▶ _What you will do_
Repeat all the lines below exactly, but omit the pictures.

▶ _Data in this exercise_
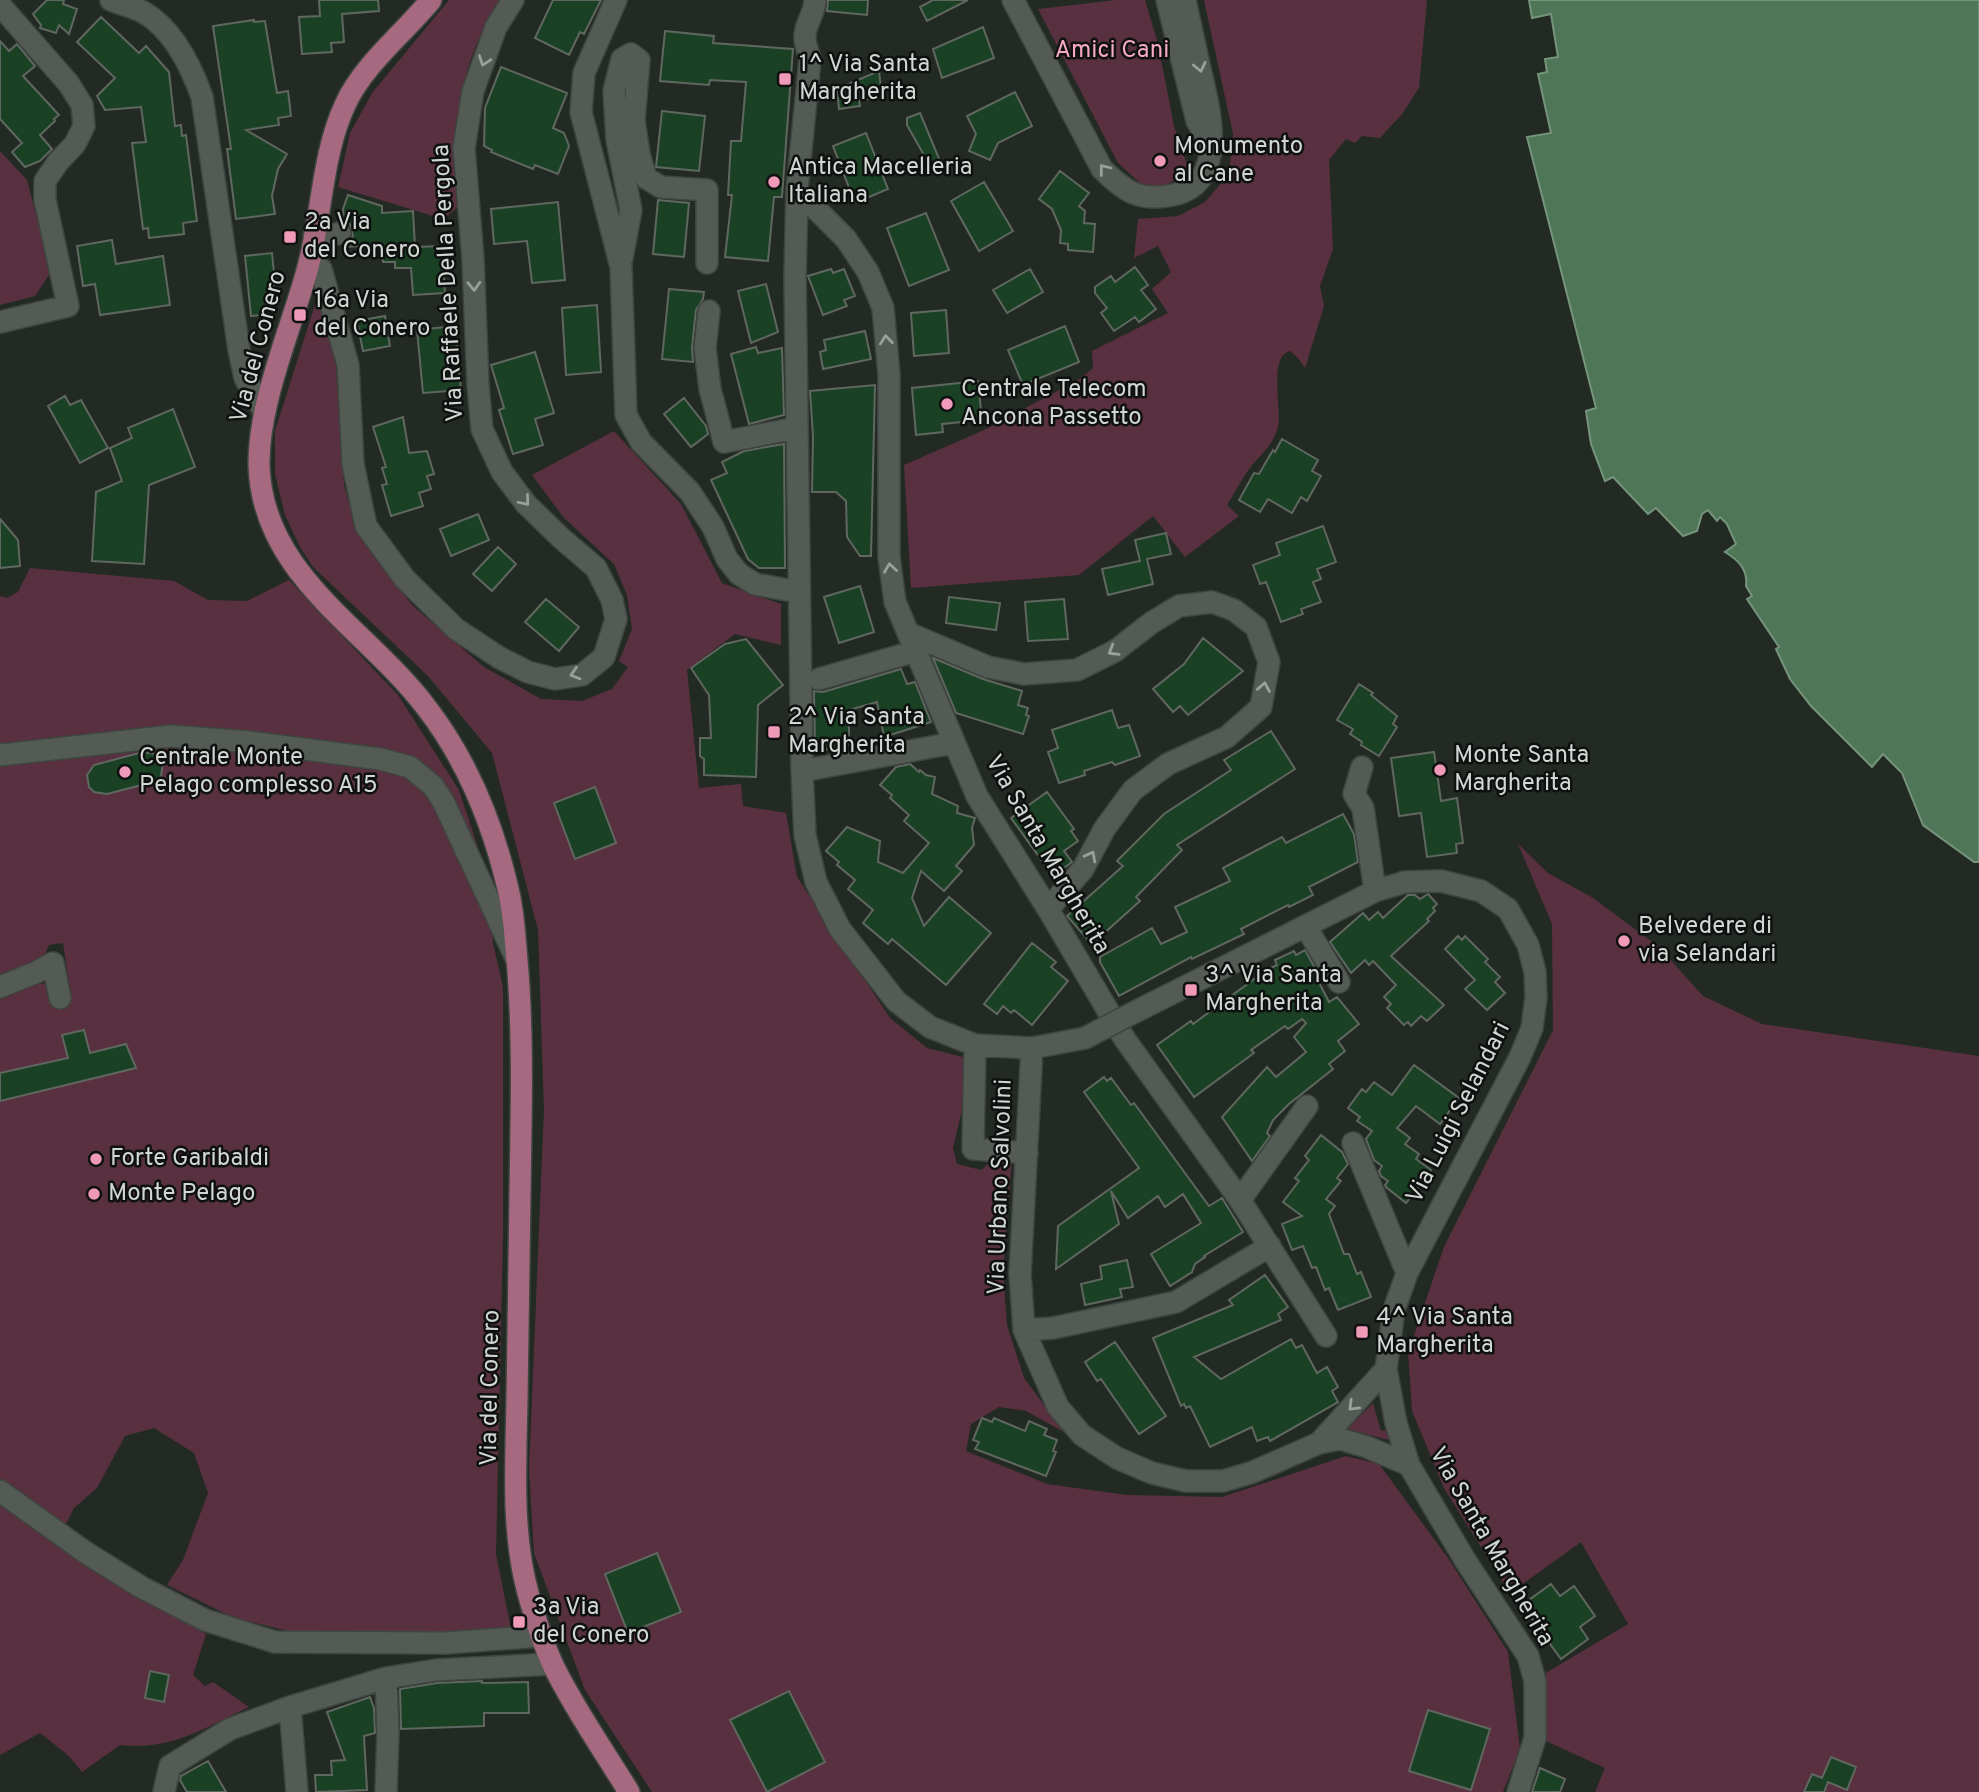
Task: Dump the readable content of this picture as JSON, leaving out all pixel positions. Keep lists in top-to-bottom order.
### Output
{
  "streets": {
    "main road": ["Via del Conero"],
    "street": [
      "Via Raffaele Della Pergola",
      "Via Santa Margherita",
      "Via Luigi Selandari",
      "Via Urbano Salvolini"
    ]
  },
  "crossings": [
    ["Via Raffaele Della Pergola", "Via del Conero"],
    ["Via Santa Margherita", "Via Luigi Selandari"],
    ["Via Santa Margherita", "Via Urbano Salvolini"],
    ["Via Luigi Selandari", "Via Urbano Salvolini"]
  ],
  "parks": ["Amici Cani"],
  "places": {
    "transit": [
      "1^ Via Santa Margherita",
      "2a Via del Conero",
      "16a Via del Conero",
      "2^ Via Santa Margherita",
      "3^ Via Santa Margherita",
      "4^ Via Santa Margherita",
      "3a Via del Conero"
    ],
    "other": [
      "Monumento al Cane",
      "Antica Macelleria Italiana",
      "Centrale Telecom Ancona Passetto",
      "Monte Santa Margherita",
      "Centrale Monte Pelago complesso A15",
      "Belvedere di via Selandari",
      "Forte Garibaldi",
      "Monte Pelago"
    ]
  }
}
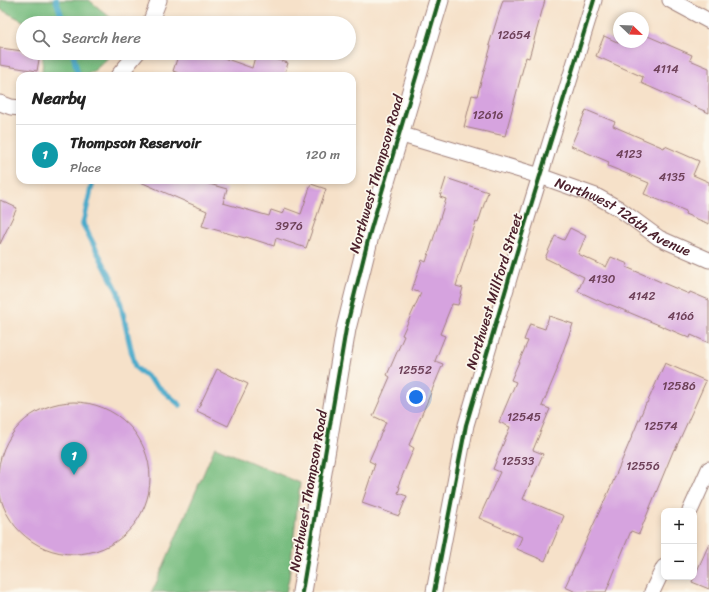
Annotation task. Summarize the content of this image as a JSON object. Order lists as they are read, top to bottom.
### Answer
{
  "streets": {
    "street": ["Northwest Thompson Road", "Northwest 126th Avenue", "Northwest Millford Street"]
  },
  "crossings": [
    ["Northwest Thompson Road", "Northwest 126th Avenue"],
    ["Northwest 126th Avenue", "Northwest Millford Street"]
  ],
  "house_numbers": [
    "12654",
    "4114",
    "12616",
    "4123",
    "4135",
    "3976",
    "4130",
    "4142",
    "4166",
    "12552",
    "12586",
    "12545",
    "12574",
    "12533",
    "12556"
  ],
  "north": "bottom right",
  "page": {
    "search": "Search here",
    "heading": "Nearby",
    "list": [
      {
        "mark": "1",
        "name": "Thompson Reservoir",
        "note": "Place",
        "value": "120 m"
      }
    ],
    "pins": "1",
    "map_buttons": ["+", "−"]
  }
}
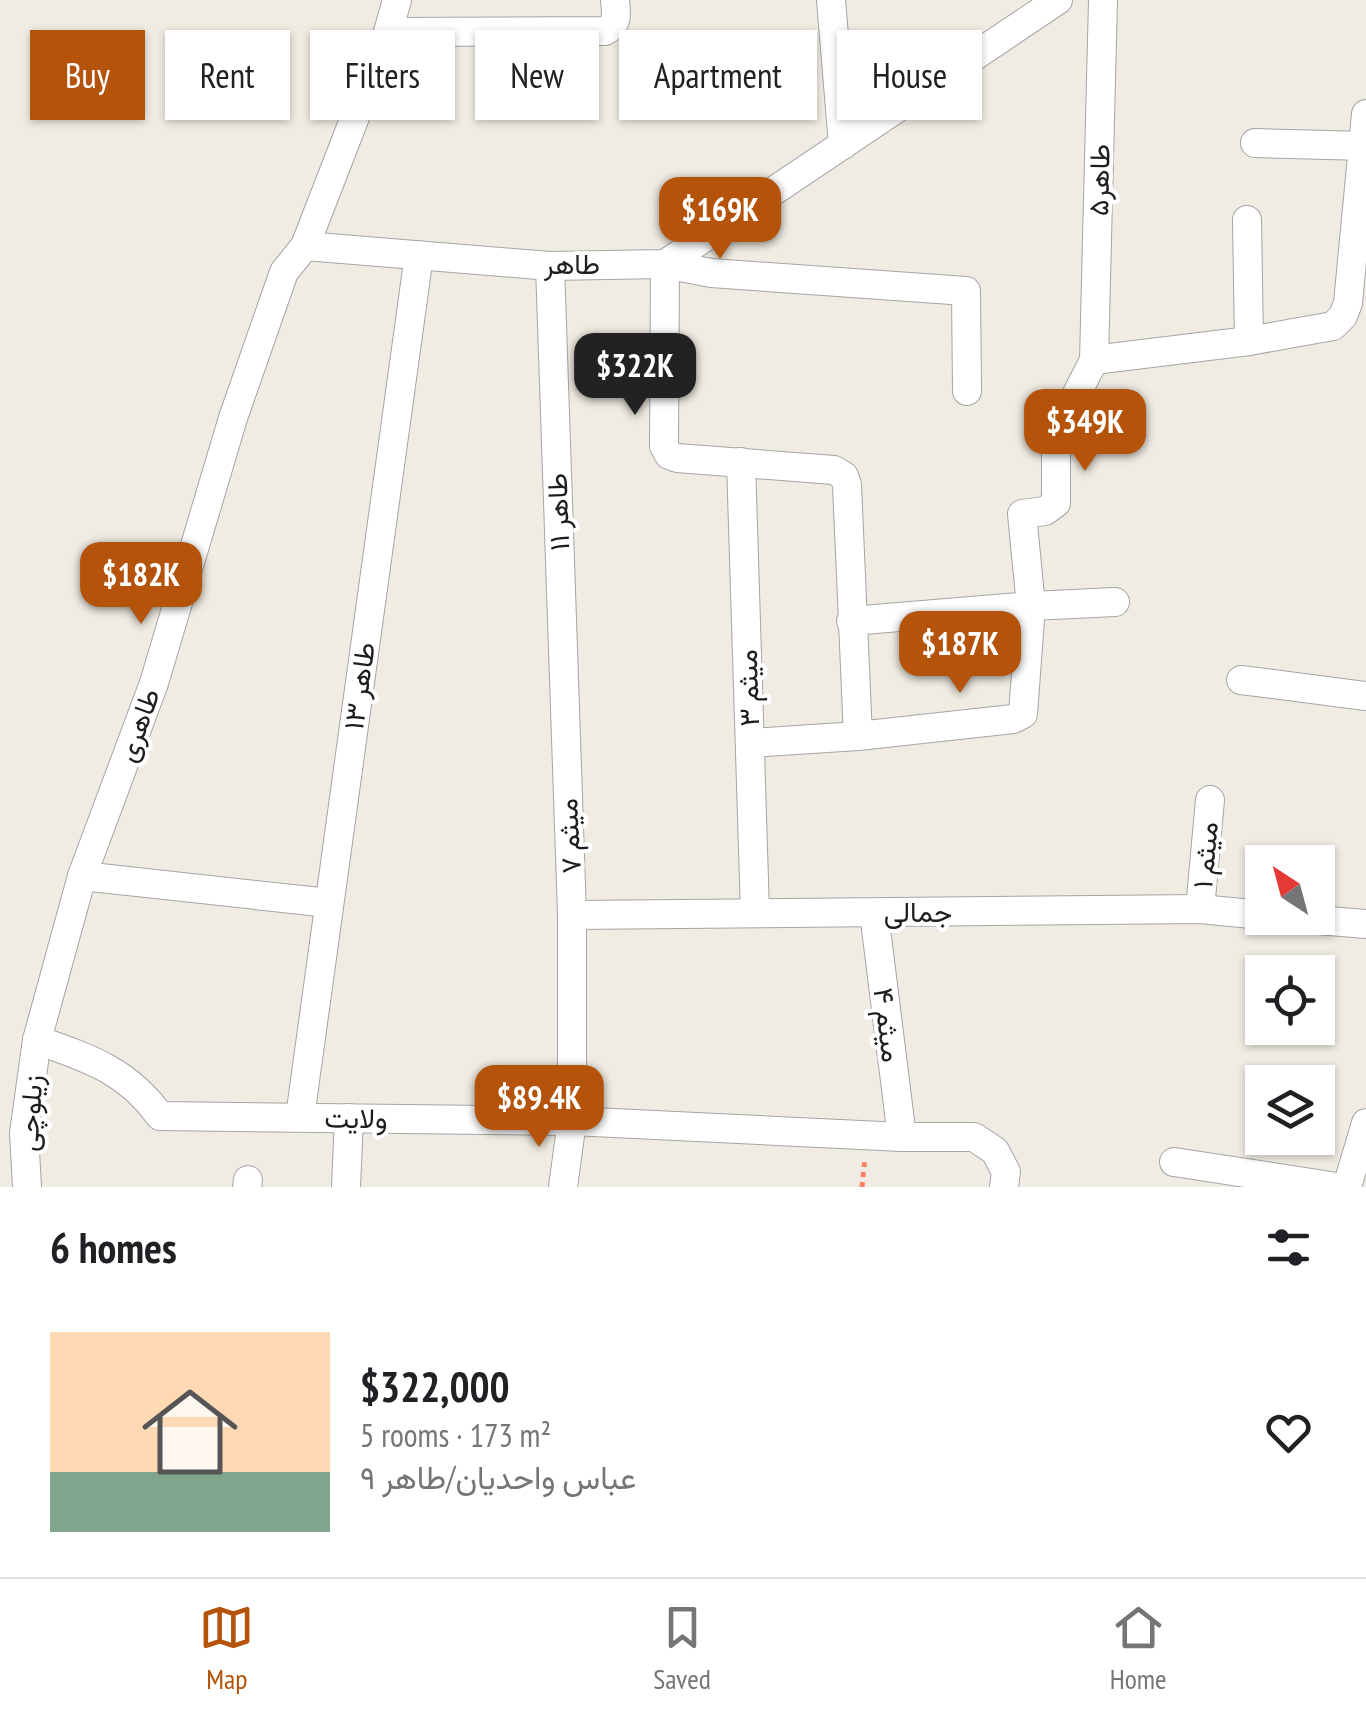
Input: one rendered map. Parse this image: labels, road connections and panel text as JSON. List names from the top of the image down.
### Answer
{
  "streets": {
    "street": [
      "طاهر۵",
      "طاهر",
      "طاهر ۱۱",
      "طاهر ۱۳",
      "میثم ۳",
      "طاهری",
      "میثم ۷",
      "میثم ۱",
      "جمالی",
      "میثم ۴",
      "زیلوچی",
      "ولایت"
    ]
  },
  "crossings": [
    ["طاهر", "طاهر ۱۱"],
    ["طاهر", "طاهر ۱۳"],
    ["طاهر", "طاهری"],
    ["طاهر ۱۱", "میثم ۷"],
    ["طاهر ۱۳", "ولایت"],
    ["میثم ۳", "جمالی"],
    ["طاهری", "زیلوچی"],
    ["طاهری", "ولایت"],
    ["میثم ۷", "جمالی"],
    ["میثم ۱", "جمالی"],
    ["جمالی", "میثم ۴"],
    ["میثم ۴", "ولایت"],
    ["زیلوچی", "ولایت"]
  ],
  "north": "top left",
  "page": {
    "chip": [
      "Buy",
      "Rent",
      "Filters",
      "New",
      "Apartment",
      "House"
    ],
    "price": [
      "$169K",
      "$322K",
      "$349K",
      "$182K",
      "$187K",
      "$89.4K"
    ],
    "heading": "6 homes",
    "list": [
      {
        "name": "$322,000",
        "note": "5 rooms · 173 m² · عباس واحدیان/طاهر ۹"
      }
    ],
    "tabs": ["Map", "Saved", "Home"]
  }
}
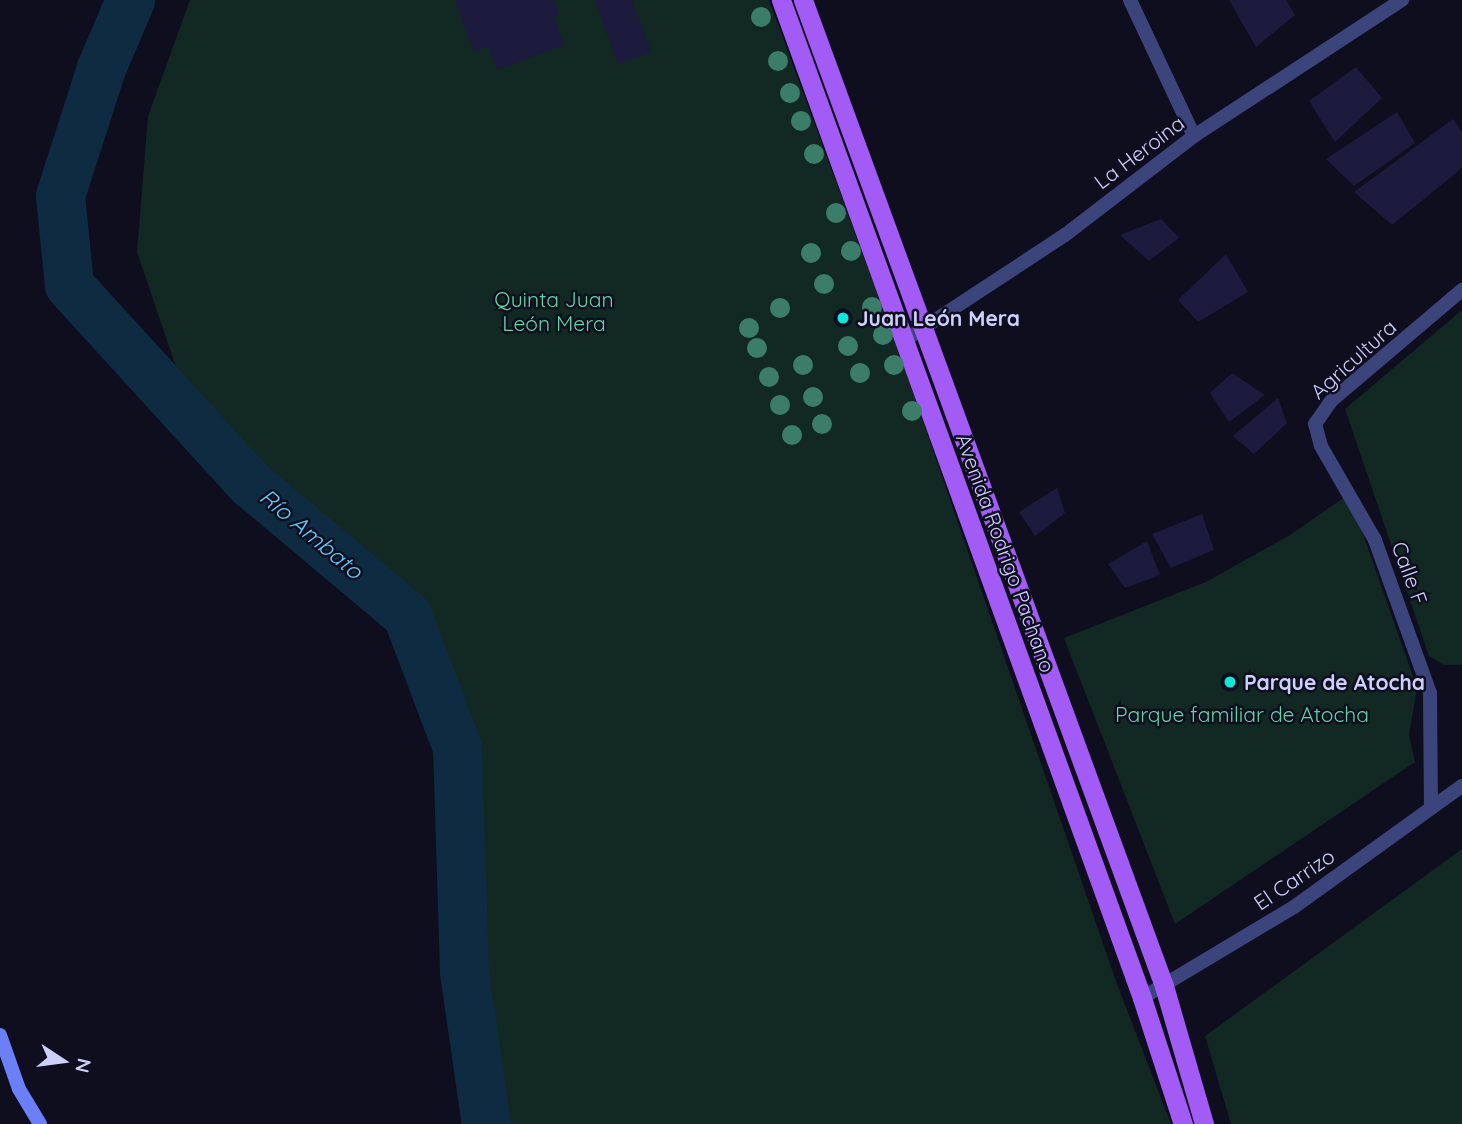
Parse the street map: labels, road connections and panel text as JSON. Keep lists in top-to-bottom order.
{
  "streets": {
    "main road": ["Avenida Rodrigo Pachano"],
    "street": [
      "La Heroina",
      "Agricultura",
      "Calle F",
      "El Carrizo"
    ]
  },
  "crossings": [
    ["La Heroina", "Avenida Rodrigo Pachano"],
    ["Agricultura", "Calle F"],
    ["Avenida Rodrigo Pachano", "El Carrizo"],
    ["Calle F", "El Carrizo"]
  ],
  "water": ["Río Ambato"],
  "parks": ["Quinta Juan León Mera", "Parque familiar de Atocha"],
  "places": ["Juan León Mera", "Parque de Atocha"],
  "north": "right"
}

▶ _Answer for the task_
Task: Dump the readable content of this picture as JSON, leaving out all pixel positions. Keep lists in top-to-bottom order.
### Output
{
  "streets": {
    "main road": ["Via del Conero"],
    "street": [
      "Via Raffaele Della Pergola",
      "Via Santa Margherita",
      "Via Luigi Selandari",
      "Via Urbano Salvolini"
    ]
  },
  "crossings": [
    ["Via Raffaele Della Pergola", "Via del Conero"],
    ["Via Santa Margherita", "Via Luigi Selandari"],
    ["Via Santa Margherita", "Via Urbano Salvolini"],
    ["Via Luigi Selandari", "Via Urbano Salvolini"]
  ],
  "parks": ["Amici Cani"],
  "places": {
    "transit": [
      "1^ Via Santa Margherita",
      "2a Via del Conero",
      "16a Via del Conero",
      "2^ Via Santa Margherita",
      "3^ Via Santa Margherita",
      "4^ Via Santa Margherita",
      "3a Via del Conero"
    ],
    "other": [
      "Monumento al Cane",
      "Antica Macelleria Italiana",
      "Centrale Telecom Ancona Passetto",
      "Monte Santa Margherita",
      "Centrale Monte Pelago complesso A15",
      "Belvedere di via Selandari",
      "Forte Garibaldi",
      "Monte Pelago"
    ]
  }
}
Annotation task. Summarize the content of this image as a JSON object. Order lists as they are read, top to bottom.
### Answer
{
  "streets": {
    "street": ["Northwest Thompson Road", "Northwest 126th Avenue", "Northwest Millford Street"]
  },
  "crossings": [
    ["Northwest Thompson Road", "Northwest 126th Avenue"],
    ["Northwest 126th Avenue", "Northwest Millford Street"]
  ],
  "house_numbers": [
    "12654",
    "4114",
    "12616",
    "4123",
    "4135",
    "3976",
    "4130",
    "4142",
    "4166",
    "12552",
    "12586",
    "12545",
    "12574",
    "12533",
    "12556"
  ],
  "north": "bottom right",
  "page": {
    "search": "Search here",
    "heading": "Nearby",
    "list": [
      {
        "mark": "1",
        "name": "Thompson Reservoir",
        "note": "Place",
        "value": "120 m"
      }
    ],
    "pins": "1",
    "map_buttons": ["+", "−"]
  }
}
Input: one rendered map. Parse this image: labels, road connections and panel text as JSON. List names from the top of the image down.
### Answer
{
  "streets": {
    "street": [
      "طاهر۵",
      "طاهر",
      "طاهر ۱۱",
      "طاهر ۱۳",
      "میثم ۳",
      "طاهری",
      "میثم ۷",
      "میثم ۱",
      "جمالی",
      "میثم ۴",
      "زیلوچی",
      "ولایت"
    ]
  },
  "crossings": [
    ["طاهر", "طاهر ۱۱"],
    ["طاهر", "طاهر ۱۳"],
    ["طاهر", "طاهری"],
    ["طاهر ۱۱", "میثم ۷"],
    ["طاهر ۱۳", "ولایت"],
    ["میثم ۳", "جمالی"],
    ["طاهری", "زیلوچی"],
    ["طاهری", "ولایت"],
    ["میثم ۷", "جمالی"],
    ["میثم ۱", "جمالی"],
    ["جمالی", "میثم ۴"],
    ["میثم ۴", "ولایت"],
    ["زیلوچی", "ولایت"]
  ],
  "north": "top left",
  "page": {
    "chip": [
      "Buy",
      "Rent",
      "Filters",
      "New",
      "Apartment",
      "House"
    ],
    "price": [
      "$169K",
      "$322K",
      "$349K",
      "$182K",
      "$187K",
      "$89.4K"
    ],
    "heading": "6 homes",
    "list": [
      {
        "name": "$322,000",
        "note": "5 rooms · 173 m² · عباس واحدیان/طاهر ۹"
      }
    ],
    "tabs": ["Map", "Saved", "Home"]
  }
}
Parse the street map: labels, road connections and panel text as JSON. Keep lists in top-to-bottom order.
{
  "streets": {
    "main road": ["Avenida Rodrigo Pachano"],
    "street": [
      "La Heroina",
      "Agricultura",
      "Calle F",
      "El Carrizo"
    ]
  },
  "crossings": [
    ["La Heroina", "Avenida Rodrigo Pachano"],
    ["Agricultura", "Calle F"],
    ["Avenida Rodrigo Pachano", "El Carrizo"],
    ["Calle F", "El Carrizo"]
  ],
  "water": ["Río Ambato"],
  "parks": ["Quinta Juan León Mera", "Parque familiar de Atocha"],
  "places": ["Juan León Mera", "Parque de Atocha"],
  "north": "right"
}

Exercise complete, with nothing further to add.